Come da attese, la Bce ha deciso di mantenere invariato il costo del denaro ai minimi storici dello zero percento. Intatto anche il tasso marginale (0,25%) e quello sui depositi (-0,4%). Anche il comunicato stampa successivo alla decisione sui tassi è molto simile a quello della riunione di politica monetaria del mese precedente. La Bce comprerà bond fino alla fine di settembre e volendo anche oltre quella data. Alle 14.30 prende la parola il governatore Mario Draghi che risponderà come al solito anche alle domande dei giornalisti.

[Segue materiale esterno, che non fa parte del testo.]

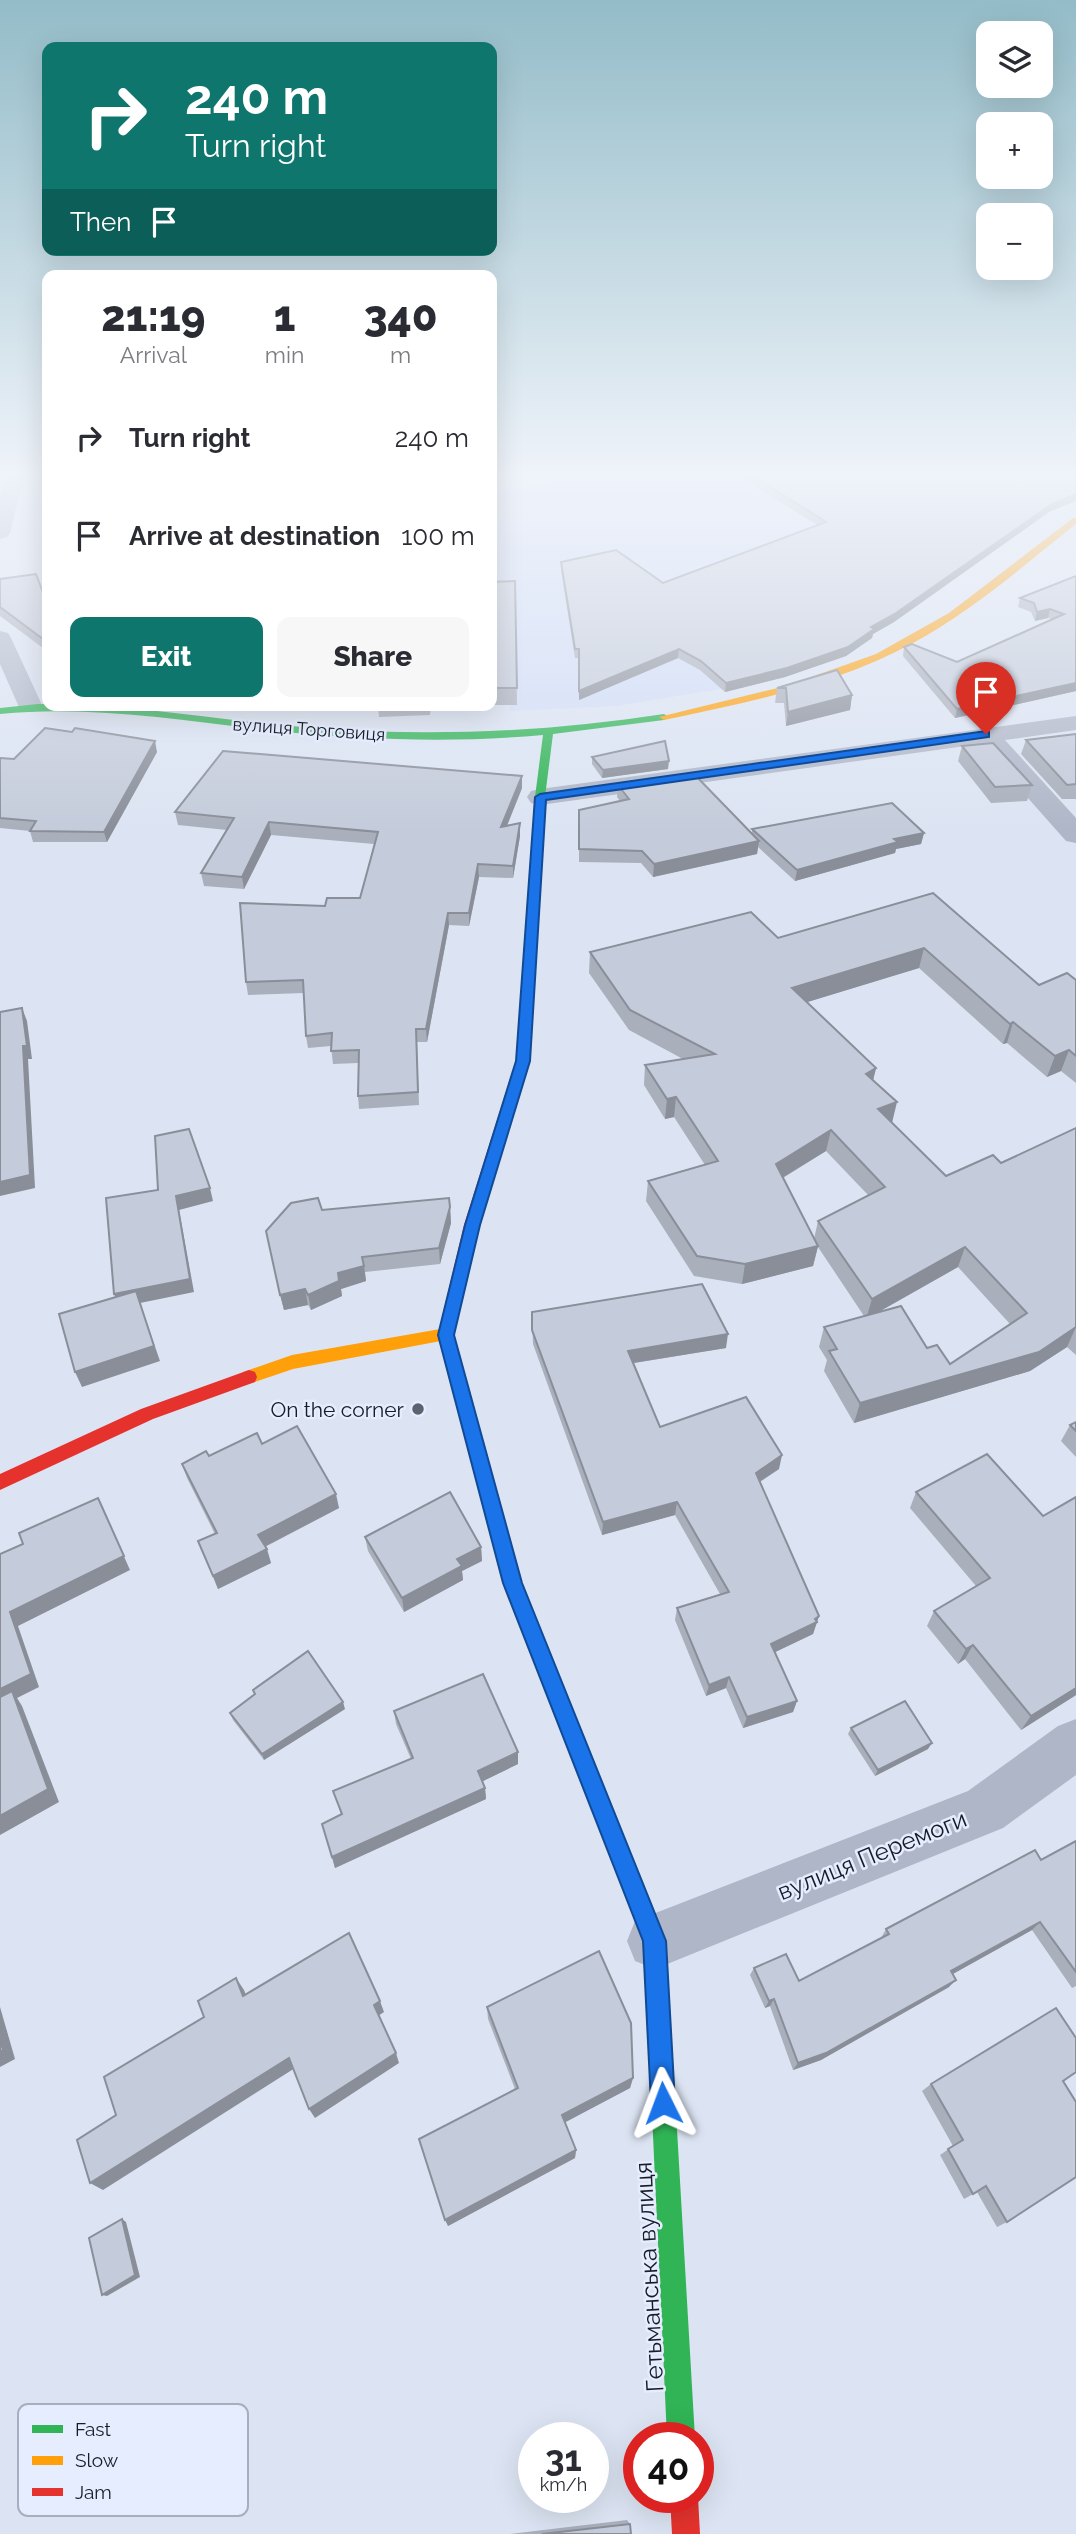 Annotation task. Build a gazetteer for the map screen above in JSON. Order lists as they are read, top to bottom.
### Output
{
  "streets": {
    "street": ["вулиця Торговиця", "вулиця Перемоги", "Гетьманська вулиця"]
  },
  "crossings": [
    ["вулиця Торговиця", "Гетьманська вулиця"],
    ["вулиця Перемоги", "Гетьманська вулиця"]
  ],
  "places": ["On the corner"],
  "legend": ["Fast", "Slow", "Jam"],
  "page": {
    "map_buttons": ["+", "−"],
    "turn": ["240 m", "Turn right"],
    "then": "Then",
    "eta": [
      "21:19",
      "Arrival",
      "1",
      "min",
      "340",
      "m"
    ],
    "list": [
      {
        "name": "Turn right",
        "value": "240 m"
      },
      {
        "name": "Arrive at destination",
        "value": "100 m"
      }
    ],
    "buttons": ["Exit", "Share"],
    "speed": "31 km/h",
    "limit": "40"
  }
} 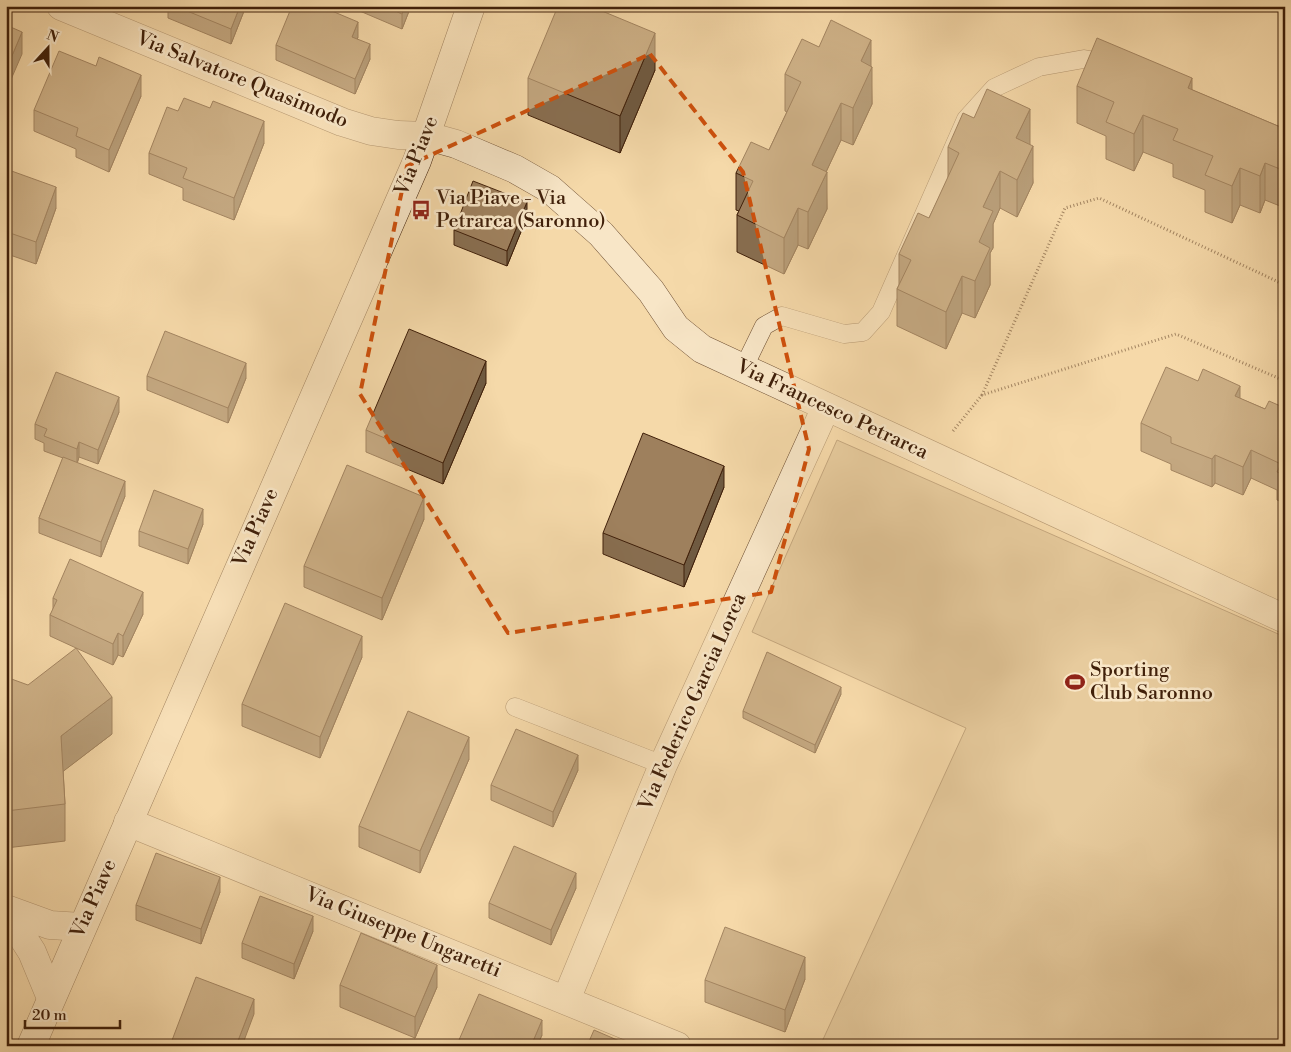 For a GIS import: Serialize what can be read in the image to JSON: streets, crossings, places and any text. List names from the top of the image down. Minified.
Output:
{"streets":{"street":["Via Salvatore Quasimodo","Via Piave","Via Francesco Petrarca","Via Federico Garcia Lorca","Via Giuseppe Ungaretti"]},"crossings":[["Via Salvatore Quasimodo","Via Piave"],["Via Salvatore Quasimodo","Via Francesco Petrarca"],["Via Piave","Via Francesco Petrarca"],["Via Piave","Via Giuseppe Ungaretti"],["Via Francesco Petrarca","Via Federico Garcia Lorca"],["Via Federico Garcia Lorca","Via Giuseppe Ungaretti"]],"places":{"bus stop":["Via Piave - Via Petrarca (Saronno)"],"sports":["Sporting Club Saronno"]},"scale_bar":"20 m","north":"top"} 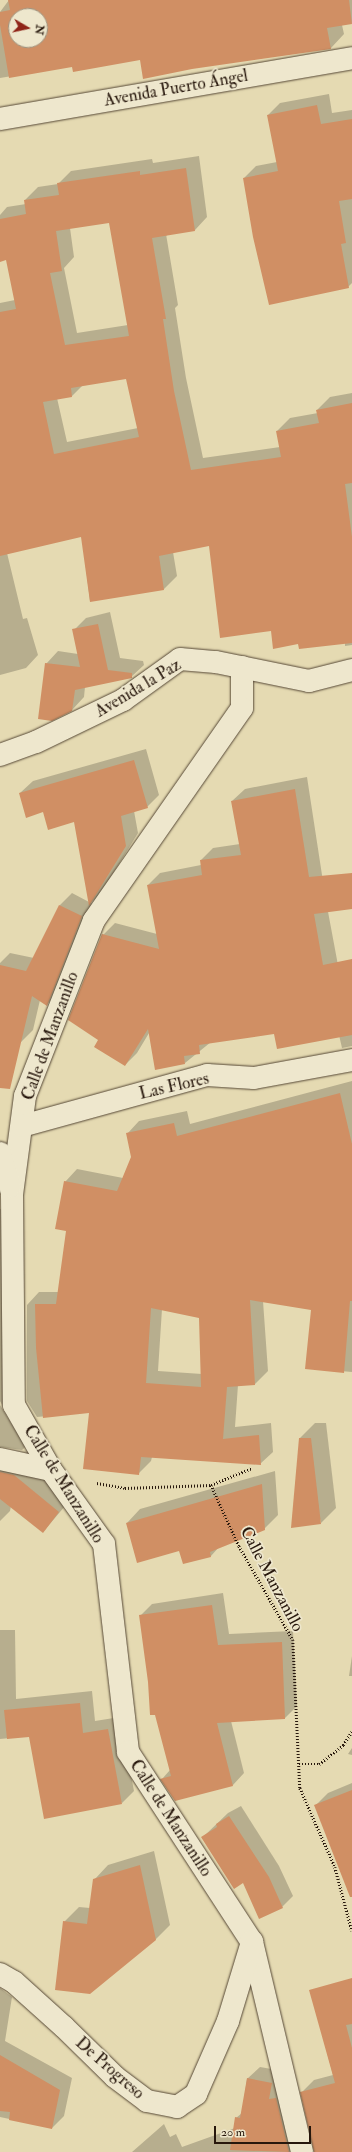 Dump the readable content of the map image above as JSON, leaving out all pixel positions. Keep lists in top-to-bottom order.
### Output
{
  "streets": {
    "street": [
      "Avenida Puerto Ángel",
      "Avenida la Paz",
      "Calle de Manzanillo",
      "Las Flores",
      "De Progreso"
    ],
    "path": ["Calle Manzanillo"]
  },
  "crossings": [
    ["Avenida la Paz", "Calle de Manzanillo"],
    ["Calle de Manzanillo", "Las Flores"],
    ["Calle de Manzanillo", "De Progreso"]
  ],
  "scale_bar": "20 m",
  "north": "right"
} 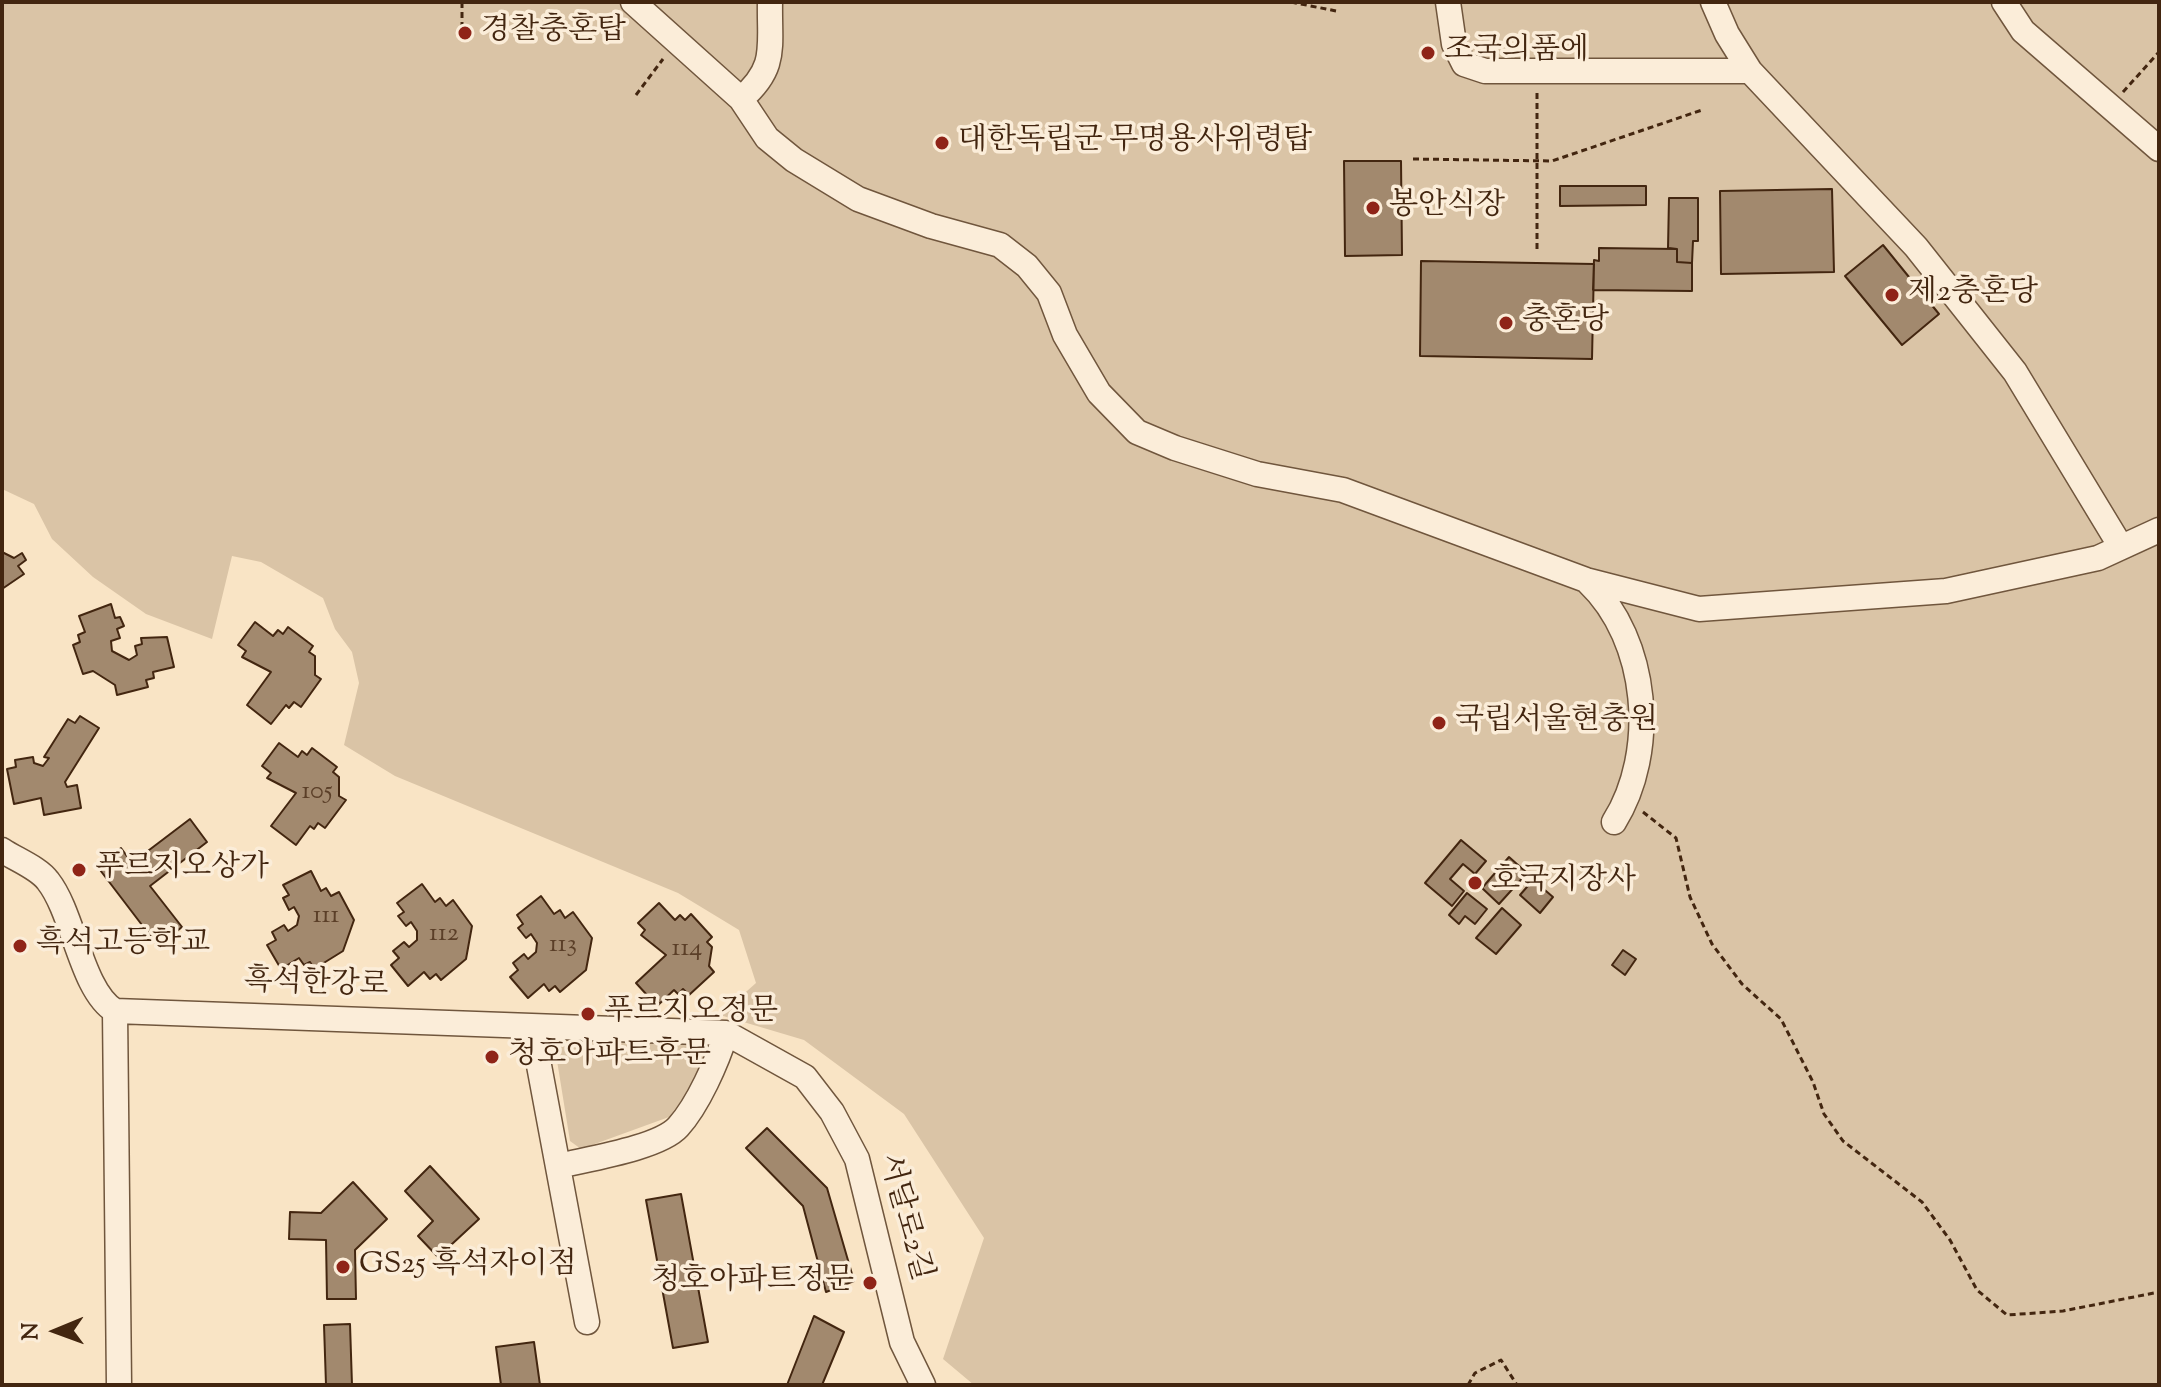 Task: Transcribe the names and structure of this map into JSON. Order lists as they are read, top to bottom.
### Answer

Daniele Chicca 26 Aprile 201814:40

Dopo che Draghi ha preso la parola durante la conferenza stampa del meeting della Bce, l’azionario europeo guadagna più di mezzo punto percentuale (EuroStoxx 600 +0,58%). L’euro è debole mentre i rendimenti obbligazionari Usa decennali valgono il 2,99%. L’inflazione è salita all’1,3% nel primo trimestre, ha sottolineato Draghi, mentre il Pil, pur rallentando il passo, mostra comunque che la crescita è ancora “robusta e generalizzata”.

Daniele Chicca 26 Aprile 201817:37

La reazione dei mercati è stata in linea con i contenuti della riunione della Bce, ossia priva di spunti. Gli strategist di MPS Capital Securities non individuano nessun movimento rilevante sul versante dei tassi e nemmeno sul fronte del mercato valutario. Dopo una iniziale impennata in scia alla conferma da parte di Draghi di una crescita solida, il cross euro dollaro ora punta verso il livello di 1,21. Prima del recente rafforzamento del dollaro viaggiava intorno all’area di 1,22 dollari. L’azionario intanto scambia in progresso di mezzo punto percentuale circa in Europa.